Royal 22nd Regiment (Van Doos) was attacked by the Chinese People's Volunteer Army (PVA), but held on to the west flank of Hill 355 (Kowang-san). A special operations platoon of 20 men led by Léo Major in an overnight assault captured Hill 227 on the west flank of Hill 355 overlooking the RCR positions.

The following day, the US 3rd Division attempted to recapture Hill 355 summit, in a fierce battle over two days recovered the position.

16 Canadians were killed, 34 wounded, and 3 taken prisoner.

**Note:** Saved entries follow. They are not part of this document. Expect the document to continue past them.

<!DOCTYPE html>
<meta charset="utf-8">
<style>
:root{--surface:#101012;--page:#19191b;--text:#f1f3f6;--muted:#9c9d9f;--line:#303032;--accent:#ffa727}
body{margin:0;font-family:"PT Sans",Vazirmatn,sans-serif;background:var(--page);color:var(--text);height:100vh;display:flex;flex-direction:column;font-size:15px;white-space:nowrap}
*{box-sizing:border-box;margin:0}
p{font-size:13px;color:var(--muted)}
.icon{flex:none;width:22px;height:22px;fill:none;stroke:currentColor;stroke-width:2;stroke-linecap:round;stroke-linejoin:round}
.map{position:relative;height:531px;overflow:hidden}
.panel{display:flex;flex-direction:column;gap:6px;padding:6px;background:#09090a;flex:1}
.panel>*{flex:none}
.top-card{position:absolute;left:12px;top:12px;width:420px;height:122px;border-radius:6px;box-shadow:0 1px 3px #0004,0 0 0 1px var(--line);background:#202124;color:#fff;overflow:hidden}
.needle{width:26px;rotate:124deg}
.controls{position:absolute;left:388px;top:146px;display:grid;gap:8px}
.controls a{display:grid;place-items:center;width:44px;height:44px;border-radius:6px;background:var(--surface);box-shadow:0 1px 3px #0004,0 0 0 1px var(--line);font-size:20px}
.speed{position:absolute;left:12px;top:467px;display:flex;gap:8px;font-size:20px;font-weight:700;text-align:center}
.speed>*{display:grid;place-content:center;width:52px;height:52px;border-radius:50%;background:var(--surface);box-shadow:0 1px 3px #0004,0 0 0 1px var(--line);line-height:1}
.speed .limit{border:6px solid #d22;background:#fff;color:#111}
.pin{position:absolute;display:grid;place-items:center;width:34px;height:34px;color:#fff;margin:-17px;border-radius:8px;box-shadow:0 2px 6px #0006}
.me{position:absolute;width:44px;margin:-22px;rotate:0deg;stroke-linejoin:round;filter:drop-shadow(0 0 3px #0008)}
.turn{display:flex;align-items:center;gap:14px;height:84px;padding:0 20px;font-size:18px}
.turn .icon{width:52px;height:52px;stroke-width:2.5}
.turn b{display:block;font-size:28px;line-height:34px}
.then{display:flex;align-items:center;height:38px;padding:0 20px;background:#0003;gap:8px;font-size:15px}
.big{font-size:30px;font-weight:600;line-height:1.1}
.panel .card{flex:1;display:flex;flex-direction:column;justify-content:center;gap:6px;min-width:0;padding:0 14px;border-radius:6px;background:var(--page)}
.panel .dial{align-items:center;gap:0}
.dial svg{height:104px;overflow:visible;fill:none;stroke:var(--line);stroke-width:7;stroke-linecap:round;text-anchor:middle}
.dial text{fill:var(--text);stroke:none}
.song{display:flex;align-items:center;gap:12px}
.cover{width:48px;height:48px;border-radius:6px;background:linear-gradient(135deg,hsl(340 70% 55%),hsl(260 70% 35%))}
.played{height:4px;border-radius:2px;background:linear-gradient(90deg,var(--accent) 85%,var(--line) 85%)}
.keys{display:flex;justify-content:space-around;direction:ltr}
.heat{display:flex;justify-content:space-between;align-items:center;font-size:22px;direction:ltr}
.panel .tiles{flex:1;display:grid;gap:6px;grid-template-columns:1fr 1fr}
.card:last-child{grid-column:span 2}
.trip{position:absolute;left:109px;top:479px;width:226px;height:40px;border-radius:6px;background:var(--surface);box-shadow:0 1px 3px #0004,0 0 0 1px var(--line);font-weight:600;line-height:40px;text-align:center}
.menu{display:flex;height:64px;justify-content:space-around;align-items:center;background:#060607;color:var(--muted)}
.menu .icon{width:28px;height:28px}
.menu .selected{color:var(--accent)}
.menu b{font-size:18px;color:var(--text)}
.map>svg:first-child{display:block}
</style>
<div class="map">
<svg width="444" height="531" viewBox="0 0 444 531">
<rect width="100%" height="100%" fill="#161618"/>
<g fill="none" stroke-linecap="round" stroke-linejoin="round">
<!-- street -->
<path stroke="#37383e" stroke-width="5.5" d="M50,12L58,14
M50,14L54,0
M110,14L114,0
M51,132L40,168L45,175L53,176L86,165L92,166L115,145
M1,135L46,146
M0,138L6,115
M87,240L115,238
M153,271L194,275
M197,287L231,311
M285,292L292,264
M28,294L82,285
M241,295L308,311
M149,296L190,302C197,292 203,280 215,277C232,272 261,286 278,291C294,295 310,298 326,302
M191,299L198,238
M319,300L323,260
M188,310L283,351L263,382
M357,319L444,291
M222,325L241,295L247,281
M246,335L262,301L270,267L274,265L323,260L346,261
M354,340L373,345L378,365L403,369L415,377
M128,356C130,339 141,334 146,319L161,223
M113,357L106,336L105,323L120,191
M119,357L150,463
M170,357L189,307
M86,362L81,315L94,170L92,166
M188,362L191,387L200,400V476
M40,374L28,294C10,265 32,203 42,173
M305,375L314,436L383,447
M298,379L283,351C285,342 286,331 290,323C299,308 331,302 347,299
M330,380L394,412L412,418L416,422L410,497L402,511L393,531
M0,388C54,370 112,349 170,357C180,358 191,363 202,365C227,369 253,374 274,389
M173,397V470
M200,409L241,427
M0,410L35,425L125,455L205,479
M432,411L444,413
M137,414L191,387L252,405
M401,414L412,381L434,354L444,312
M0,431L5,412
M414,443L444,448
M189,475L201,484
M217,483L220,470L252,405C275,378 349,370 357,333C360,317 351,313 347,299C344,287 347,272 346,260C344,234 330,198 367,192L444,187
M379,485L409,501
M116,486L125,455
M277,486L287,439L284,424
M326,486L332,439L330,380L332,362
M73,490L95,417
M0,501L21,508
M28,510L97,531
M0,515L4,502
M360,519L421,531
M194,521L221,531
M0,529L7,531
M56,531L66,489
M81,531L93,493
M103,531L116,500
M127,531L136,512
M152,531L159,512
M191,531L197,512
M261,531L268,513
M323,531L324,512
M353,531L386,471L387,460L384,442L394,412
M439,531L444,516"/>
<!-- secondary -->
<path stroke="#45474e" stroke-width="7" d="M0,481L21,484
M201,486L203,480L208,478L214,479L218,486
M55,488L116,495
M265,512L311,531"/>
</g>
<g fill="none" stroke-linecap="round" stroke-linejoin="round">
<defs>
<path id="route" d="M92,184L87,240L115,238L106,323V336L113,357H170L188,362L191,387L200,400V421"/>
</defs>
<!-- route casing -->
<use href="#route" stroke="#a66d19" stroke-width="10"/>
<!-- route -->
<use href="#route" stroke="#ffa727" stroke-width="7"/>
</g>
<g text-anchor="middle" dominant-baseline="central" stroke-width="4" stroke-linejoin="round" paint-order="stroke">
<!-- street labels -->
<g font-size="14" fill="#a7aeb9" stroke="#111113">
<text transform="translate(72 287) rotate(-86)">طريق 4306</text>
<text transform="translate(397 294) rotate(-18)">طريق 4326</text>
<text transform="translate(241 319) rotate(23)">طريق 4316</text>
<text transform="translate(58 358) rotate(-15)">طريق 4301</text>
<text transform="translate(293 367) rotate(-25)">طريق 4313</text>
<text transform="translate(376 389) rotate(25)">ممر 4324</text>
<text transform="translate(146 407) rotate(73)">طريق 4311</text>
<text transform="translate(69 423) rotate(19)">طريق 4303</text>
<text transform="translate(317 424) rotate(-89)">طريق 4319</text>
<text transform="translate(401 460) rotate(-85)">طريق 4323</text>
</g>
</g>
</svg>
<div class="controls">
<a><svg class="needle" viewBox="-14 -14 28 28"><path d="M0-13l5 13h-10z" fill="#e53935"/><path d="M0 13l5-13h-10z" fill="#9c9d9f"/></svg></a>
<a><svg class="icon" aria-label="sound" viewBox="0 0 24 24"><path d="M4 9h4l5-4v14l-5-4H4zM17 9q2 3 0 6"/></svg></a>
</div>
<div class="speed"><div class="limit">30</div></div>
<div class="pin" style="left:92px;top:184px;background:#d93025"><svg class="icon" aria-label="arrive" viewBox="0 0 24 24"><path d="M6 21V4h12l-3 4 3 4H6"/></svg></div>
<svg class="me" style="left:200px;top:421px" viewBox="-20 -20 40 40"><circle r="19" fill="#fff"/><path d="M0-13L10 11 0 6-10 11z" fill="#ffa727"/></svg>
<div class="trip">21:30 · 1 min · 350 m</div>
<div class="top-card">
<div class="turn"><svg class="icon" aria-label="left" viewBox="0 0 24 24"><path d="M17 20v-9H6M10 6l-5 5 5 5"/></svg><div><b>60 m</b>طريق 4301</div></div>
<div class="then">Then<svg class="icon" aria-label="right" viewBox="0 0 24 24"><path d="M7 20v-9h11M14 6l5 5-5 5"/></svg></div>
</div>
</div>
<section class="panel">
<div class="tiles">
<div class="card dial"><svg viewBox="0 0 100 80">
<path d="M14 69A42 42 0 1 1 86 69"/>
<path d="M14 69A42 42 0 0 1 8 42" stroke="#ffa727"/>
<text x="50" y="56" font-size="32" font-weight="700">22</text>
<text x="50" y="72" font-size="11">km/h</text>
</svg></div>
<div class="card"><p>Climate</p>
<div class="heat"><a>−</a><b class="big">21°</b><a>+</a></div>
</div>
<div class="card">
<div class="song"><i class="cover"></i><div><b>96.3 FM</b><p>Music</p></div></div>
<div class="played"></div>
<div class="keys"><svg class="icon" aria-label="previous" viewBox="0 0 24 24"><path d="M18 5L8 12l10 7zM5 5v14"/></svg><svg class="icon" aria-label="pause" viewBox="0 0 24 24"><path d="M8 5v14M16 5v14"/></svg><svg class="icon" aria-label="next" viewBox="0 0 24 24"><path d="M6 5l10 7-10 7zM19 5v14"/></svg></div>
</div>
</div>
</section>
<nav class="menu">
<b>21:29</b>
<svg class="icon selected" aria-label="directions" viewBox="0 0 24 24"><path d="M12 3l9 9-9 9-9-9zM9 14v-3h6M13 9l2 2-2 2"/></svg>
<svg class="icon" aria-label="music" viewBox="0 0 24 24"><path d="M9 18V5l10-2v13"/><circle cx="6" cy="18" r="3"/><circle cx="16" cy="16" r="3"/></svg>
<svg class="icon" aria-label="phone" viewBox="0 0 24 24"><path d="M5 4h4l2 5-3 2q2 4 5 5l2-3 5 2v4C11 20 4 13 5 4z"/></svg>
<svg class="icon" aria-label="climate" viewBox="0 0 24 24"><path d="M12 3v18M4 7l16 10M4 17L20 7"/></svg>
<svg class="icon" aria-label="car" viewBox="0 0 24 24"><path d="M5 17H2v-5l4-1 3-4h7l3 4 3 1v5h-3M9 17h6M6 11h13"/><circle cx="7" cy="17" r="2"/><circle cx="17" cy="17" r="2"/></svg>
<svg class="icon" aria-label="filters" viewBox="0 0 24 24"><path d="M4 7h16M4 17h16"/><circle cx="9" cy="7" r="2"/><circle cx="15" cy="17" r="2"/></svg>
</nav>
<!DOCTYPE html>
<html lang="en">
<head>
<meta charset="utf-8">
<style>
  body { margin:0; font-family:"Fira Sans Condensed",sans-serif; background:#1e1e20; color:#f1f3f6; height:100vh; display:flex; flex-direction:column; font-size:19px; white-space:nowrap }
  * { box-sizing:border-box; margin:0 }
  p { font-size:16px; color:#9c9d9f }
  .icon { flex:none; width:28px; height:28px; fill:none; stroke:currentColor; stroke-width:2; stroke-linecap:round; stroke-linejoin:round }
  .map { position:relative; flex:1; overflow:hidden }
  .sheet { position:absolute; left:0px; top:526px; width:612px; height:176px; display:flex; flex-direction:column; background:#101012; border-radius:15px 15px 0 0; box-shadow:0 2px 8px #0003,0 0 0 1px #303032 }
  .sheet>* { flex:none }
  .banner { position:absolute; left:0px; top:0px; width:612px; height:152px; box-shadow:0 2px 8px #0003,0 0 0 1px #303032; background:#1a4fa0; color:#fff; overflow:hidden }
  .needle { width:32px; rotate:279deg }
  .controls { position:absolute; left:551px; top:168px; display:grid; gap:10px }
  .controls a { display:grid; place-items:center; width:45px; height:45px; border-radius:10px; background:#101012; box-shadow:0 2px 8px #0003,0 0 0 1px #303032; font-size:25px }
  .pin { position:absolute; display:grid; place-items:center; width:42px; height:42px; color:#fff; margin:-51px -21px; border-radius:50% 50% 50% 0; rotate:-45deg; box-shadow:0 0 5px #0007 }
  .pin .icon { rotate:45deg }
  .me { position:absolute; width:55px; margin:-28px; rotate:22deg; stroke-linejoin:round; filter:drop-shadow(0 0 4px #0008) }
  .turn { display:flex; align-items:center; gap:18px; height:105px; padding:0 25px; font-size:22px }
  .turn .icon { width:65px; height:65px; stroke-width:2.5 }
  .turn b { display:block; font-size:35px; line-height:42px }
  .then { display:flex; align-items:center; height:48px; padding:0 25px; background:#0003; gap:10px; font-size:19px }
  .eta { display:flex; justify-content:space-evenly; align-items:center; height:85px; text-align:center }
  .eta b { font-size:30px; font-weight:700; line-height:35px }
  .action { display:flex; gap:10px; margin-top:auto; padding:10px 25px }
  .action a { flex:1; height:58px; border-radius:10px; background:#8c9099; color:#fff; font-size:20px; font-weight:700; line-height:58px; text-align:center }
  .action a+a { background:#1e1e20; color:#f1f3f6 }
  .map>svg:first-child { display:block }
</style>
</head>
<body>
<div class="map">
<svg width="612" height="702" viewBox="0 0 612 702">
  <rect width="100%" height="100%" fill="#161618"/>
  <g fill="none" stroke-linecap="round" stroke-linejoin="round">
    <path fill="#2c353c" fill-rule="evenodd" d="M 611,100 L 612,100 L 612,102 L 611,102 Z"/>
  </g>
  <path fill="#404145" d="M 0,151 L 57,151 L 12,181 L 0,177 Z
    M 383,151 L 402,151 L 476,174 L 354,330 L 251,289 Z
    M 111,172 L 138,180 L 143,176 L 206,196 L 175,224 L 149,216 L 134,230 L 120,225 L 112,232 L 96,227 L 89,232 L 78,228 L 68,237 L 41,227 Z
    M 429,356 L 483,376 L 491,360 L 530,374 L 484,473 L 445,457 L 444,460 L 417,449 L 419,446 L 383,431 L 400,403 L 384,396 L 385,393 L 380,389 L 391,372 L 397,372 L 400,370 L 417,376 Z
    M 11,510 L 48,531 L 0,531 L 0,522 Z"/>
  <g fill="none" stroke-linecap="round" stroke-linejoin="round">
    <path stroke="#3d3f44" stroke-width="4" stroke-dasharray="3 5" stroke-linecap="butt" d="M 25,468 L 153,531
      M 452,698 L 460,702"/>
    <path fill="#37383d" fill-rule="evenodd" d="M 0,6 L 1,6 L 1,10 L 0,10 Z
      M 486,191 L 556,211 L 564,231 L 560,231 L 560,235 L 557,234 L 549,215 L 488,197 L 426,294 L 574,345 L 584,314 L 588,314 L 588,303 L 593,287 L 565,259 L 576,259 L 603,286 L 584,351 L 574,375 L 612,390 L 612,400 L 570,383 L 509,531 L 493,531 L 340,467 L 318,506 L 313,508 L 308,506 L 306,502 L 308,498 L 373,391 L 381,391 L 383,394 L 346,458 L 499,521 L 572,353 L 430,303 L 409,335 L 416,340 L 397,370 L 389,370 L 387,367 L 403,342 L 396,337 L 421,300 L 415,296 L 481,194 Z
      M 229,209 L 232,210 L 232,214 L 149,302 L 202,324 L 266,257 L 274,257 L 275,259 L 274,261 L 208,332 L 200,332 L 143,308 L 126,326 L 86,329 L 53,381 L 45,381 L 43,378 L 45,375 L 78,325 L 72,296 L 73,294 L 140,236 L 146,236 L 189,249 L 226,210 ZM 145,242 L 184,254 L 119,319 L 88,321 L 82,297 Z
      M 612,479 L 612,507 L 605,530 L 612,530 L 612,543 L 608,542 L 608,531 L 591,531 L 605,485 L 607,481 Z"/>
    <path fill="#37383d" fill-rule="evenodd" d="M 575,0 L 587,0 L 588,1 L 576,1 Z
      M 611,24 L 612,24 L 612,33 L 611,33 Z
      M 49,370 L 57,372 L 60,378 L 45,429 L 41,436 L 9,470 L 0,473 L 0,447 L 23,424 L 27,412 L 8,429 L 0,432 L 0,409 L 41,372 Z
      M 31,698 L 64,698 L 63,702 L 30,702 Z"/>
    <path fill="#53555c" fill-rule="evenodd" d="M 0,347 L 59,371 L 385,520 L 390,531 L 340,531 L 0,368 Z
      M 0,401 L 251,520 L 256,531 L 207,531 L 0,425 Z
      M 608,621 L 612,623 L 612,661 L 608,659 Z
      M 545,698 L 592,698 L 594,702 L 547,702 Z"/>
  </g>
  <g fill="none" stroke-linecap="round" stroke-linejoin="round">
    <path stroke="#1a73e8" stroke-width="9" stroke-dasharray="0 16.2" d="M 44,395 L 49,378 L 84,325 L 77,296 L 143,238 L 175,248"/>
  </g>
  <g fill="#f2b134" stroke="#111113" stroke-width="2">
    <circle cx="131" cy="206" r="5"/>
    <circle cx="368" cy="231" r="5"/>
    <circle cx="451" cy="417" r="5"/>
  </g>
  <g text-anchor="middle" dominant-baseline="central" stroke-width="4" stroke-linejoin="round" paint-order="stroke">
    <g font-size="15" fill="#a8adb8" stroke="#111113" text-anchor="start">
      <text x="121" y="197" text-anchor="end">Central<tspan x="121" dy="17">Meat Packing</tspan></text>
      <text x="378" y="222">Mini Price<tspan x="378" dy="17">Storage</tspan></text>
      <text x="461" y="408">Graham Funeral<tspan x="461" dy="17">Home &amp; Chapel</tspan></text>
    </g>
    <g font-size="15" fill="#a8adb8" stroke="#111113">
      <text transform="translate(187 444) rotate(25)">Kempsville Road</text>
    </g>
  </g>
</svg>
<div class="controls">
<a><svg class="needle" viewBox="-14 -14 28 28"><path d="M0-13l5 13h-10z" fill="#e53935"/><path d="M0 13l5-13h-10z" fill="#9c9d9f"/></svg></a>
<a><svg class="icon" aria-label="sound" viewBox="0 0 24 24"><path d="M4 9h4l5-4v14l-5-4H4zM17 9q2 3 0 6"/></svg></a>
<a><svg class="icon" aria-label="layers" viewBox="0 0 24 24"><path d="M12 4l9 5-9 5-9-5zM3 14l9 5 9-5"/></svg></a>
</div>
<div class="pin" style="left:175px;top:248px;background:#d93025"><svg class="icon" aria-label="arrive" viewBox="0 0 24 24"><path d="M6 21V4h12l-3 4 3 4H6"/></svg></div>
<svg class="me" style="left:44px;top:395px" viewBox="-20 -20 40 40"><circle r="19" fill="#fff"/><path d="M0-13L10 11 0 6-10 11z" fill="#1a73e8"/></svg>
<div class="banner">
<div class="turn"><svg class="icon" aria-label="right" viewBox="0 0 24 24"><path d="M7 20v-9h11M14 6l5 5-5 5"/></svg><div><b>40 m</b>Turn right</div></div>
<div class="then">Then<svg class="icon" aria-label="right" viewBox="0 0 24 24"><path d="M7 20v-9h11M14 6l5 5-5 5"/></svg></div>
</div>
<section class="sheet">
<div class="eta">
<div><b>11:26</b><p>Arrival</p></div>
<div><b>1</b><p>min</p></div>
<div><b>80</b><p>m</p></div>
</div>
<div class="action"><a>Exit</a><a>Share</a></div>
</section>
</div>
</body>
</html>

US 3rd Division sustained many casualties in the three-day battle.

== Third battle (23–24 October 1952) ==
The battle started with Royal Canadian Regiment occupying the hilltop. A Chinese artillery assault followed by an infantry attack dislodged many of them. This was followed by an overnight Canadian artillery barrage, which had strong effect against the Chinese troops, who had not had an opportunity to find shelter, then a Canadian infantry counter-attack.

18 Canadians were killed, 35 wounded, and 14 taken prisoner, the second-highest daily Canadian casualty count in the Korean War.

==Memorial==
Royal Canadian Regiment commemorate this battle on 25 October (Kowang-San Day).